* Task objective
Exactly the lines from the top of the records below through the one containing "position:absolute; left:21px; top:926px;" must be set down, with no line added or dropped.

Data records:
⟨

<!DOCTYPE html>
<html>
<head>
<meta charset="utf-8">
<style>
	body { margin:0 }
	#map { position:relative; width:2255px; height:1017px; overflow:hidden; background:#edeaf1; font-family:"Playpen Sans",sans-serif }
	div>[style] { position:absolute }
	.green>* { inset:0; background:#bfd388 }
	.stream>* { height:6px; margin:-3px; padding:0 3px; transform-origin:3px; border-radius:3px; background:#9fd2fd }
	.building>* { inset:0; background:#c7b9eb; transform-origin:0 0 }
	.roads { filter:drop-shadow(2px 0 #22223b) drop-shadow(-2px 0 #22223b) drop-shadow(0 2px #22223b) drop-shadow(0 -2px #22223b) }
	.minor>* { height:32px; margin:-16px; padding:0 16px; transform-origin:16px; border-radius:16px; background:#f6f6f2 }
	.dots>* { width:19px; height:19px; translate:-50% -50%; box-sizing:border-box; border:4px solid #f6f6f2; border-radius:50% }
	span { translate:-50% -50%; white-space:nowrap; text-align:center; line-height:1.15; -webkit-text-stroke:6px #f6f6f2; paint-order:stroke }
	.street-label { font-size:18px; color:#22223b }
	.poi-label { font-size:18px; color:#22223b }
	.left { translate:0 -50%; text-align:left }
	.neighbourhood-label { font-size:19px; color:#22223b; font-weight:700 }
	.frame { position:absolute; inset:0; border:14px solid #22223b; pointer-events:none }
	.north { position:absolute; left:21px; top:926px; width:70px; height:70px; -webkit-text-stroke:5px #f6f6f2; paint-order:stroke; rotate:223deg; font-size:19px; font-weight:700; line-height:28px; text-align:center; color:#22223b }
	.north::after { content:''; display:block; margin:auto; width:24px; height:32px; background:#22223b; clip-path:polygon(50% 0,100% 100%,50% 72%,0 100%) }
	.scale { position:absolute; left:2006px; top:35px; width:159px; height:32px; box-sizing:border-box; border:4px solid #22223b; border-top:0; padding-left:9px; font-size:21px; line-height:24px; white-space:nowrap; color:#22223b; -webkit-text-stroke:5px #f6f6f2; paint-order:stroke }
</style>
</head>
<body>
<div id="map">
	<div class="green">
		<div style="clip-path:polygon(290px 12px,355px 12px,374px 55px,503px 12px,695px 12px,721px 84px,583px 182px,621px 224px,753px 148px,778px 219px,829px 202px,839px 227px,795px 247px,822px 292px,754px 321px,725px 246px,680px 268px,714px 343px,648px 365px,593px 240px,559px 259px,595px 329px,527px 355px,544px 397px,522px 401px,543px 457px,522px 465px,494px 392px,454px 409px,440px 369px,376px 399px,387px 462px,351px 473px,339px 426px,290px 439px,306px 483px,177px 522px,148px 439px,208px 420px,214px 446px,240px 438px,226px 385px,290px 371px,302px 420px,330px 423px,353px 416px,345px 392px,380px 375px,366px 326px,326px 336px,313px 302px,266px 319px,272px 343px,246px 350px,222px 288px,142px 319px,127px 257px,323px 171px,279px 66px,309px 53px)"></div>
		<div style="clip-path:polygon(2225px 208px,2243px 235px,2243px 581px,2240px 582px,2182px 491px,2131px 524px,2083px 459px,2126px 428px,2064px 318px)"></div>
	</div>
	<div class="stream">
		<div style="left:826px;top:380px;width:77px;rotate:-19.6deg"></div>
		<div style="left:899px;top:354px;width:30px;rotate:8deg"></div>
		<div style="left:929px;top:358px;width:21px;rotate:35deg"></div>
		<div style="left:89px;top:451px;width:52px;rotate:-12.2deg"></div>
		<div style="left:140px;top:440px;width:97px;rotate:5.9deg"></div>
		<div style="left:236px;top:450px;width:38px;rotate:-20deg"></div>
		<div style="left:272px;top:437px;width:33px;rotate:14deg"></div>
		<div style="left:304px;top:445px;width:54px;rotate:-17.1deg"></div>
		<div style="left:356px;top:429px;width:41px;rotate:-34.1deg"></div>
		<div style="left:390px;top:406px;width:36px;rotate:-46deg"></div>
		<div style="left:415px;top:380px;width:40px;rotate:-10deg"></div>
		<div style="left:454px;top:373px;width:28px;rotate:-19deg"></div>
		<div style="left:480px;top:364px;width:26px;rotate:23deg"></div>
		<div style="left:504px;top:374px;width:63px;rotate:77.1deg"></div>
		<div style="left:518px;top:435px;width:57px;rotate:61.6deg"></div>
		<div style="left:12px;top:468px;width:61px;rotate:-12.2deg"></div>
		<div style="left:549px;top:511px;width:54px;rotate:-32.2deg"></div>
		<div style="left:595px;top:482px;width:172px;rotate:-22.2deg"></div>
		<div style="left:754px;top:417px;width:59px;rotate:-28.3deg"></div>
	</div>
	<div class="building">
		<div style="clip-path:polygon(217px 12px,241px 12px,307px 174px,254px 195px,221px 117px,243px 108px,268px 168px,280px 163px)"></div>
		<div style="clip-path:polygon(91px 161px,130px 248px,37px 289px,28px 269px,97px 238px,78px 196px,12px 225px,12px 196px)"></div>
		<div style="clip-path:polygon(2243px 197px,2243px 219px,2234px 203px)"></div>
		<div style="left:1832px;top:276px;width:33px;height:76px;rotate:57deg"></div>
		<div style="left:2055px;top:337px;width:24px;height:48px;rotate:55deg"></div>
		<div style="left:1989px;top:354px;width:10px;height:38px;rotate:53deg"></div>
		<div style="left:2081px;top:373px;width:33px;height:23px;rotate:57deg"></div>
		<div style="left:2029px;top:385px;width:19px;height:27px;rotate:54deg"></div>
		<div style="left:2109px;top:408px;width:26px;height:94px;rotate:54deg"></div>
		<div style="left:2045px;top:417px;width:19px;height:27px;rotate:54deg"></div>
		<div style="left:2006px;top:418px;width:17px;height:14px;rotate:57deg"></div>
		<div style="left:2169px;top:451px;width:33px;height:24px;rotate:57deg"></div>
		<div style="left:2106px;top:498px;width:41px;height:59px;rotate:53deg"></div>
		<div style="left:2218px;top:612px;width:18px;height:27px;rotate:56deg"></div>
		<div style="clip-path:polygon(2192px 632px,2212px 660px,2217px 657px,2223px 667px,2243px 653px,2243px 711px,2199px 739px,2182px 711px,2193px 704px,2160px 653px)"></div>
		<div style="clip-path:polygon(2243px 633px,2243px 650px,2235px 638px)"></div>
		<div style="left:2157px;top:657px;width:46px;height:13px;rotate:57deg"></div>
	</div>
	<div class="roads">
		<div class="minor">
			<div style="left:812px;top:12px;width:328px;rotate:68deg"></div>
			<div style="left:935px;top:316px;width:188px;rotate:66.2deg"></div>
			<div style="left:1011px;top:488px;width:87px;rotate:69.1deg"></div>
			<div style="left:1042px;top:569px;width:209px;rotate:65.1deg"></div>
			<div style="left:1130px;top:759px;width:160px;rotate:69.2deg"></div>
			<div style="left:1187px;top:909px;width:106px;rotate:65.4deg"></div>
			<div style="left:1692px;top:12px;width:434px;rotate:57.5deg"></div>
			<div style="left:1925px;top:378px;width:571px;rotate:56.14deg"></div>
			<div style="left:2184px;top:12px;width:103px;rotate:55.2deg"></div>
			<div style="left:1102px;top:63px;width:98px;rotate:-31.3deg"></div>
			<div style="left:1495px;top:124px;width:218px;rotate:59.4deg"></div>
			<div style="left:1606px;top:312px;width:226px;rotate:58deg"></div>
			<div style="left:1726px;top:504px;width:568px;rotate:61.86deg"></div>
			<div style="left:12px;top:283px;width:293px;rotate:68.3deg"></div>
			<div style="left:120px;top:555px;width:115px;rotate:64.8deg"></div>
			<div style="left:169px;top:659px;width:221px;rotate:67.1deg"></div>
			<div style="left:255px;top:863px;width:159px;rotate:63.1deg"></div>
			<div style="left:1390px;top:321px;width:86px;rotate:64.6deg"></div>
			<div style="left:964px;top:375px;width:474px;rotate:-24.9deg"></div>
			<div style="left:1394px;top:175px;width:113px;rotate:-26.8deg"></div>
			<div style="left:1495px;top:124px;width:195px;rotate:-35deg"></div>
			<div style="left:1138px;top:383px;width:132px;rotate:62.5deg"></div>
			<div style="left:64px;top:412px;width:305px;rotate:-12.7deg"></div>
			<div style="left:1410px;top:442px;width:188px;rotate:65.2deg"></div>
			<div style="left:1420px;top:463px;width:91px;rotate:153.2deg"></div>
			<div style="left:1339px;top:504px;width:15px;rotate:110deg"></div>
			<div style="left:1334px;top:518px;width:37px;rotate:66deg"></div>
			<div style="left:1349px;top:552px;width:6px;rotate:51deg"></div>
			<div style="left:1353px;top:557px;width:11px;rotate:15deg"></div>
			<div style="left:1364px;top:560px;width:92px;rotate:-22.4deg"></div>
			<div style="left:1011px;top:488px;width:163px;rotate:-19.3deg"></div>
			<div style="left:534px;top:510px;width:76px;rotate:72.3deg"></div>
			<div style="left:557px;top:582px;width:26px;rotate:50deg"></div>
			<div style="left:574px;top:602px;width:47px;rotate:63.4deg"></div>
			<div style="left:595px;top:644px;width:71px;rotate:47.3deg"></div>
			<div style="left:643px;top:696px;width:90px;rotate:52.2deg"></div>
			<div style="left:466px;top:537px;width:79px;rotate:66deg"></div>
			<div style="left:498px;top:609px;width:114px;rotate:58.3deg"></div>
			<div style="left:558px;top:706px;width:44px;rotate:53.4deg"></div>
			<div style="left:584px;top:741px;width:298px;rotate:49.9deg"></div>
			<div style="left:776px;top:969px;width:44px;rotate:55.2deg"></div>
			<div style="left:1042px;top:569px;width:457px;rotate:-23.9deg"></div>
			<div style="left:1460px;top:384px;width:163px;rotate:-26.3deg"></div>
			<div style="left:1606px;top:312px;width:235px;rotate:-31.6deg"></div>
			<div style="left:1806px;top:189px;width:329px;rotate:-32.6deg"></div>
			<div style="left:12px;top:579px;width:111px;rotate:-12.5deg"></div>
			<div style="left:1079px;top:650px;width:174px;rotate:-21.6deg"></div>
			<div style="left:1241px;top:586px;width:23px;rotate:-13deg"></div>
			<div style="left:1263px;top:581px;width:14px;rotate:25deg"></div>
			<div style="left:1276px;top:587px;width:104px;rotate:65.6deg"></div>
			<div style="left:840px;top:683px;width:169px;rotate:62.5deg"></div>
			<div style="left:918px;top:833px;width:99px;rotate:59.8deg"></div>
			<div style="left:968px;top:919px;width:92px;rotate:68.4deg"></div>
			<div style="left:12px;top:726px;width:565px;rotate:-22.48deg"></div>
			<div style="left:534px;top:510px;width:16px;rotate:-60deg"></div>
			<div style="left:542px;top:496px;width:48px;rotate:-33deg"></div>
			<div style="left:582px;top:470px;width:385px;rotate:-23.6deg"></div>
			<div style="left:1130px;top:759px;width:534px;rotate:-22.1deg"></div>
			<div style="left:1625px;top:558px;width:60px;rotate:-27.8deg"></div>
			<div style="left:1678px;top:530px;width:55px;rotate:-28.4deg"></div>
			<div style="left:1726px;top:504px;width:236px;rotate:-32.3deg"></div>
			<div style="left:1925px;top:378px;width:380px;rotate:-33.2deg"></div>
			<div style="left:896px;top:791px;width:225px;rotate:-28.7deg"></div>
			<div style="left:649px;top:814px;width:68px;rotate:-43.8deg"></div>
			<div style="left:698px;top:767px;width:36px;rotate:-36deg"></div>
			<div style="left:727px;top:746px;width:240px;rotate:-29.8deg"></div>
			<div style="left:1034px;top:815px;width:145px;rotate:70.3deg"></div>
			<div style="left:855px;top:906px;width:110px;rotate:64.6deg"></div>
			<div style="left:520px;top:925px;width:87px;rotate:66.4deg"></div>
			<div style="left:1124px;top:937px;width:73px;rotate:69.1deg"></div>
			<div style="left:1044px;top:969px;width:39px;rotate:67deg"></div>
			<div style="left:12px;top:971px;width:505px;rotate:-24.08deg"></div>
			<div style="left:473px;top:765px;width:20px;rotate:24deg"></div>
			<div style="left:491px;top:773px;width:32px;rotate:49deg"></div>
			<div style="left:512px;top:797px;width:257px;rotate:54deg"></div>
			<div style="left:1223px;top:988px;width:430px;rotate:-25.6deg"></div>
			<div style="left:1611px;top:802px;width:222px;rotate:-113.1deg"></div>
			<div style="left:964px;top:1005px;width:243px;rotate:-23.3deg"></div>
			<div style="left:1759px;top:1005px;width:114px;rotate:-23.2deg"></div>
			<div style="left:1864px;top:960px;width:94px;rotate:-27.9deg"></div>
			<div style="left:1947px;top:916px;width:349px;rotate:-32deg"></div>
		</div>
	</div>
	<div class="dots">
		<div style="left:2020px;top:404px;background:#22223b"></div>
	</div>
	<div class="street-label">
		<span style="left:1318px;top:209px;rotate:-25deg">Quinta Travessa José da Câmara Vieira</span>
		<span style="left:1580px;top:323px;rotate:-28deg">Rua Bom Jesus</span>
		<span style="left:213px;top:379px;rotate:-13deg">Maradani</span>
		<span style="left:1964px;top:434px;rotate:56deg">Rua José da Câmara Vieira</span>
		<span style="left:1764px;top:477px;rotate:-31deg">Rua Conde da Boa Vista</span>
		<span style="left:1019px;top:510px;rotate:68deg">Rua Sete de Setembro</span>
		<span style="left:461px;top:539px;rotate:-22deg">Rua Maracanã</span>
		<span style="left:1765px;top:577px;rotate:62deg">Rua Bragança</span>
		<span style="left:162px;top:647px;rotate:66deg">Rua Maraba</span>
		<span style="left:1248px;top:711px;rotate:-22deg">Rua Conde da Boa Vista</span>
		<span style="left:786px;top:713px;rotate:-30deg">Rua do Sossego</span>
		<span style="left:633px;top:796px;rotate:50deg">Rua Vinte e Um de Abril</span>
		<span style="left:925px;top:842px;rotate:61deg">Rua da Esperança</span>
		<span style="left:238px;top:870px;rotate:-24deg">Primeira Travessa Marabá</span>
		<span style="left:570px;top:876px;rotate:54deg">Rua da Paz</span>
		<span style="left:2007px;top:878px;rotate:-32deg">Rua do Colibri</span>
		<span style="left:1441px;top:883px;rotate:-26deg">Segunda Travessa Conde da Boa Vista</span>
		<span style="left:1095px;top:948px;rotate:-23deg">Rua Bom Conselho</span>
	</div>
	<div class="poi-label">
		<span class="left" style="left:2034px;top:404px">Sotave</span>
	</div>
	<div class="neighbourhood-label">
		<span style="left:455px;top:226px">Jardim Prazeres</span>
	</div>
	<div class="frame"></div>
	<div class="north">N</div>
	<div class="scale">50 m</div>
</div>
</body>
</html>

⟩

* Task result
<!DOCTYPE html>
<html>
<head>
<meta charset="utf-8">
<style>
	body { margin:0 }
	#map { position:relative; width:2255px; height:1017px; overflow:hidden; background:#edeaf1; font-family:"Playpen Sans",sans-serif }
	div>[style] { position:absolute }
	.green>* { inset:0; background:#bfd388 }
	.stream>* { height:6px; margin:-3px; padding:0 3px; transform-origin:3px; border-radius:3px; background:#9fd2fd }
	.building>* { inset:0; background:#c7b9eb; transform-origin:0 0 }
	.roads { filter:drop-shadow(2px 0 #22223b) drop-shadow(-2px 0 #22223b) drop-shadow(0 2px #22223b) drop-shadow(0 -2px #22223b) }
	.minor>* { height:32px; margin:-16px; padding:0 16px; transform-origin:16px; border-radius:16px; background:#f6f6f2 }
	.dots>* { width:19px; height:19px; translate:-50% -50%; box-sizing:border-box; border:4px solid #f6f6f2; border-radius:50% }
	span { translate:-50% -50%; white-space:nowrap; text-align:center; line-height:1.15; -webkit-text-stroke:6px #f6f6f2; paint-order:stroke }
	.street-label { font-size:18px; color:#22223b }
	.poi-label { font-size:18px; color:#22223b }
	.left { translate:0 -50%; text-align:left }
	.neighbourhood-label { font-size:19px; color:#22223b; font-weight:700 }
	.frame { position:absolute; inset:0; border:14px solid #22223b; pointer-events:none }
	.north { position:absolute; left:21px; top:926px; width:70px; height:70px; -webkit-text-stroke:5px #f6f6f2; paint-order:stroke; rotate:223deg; font-size:19px; font-weight:700; line-height:28px; text-align:center; color:#22223b }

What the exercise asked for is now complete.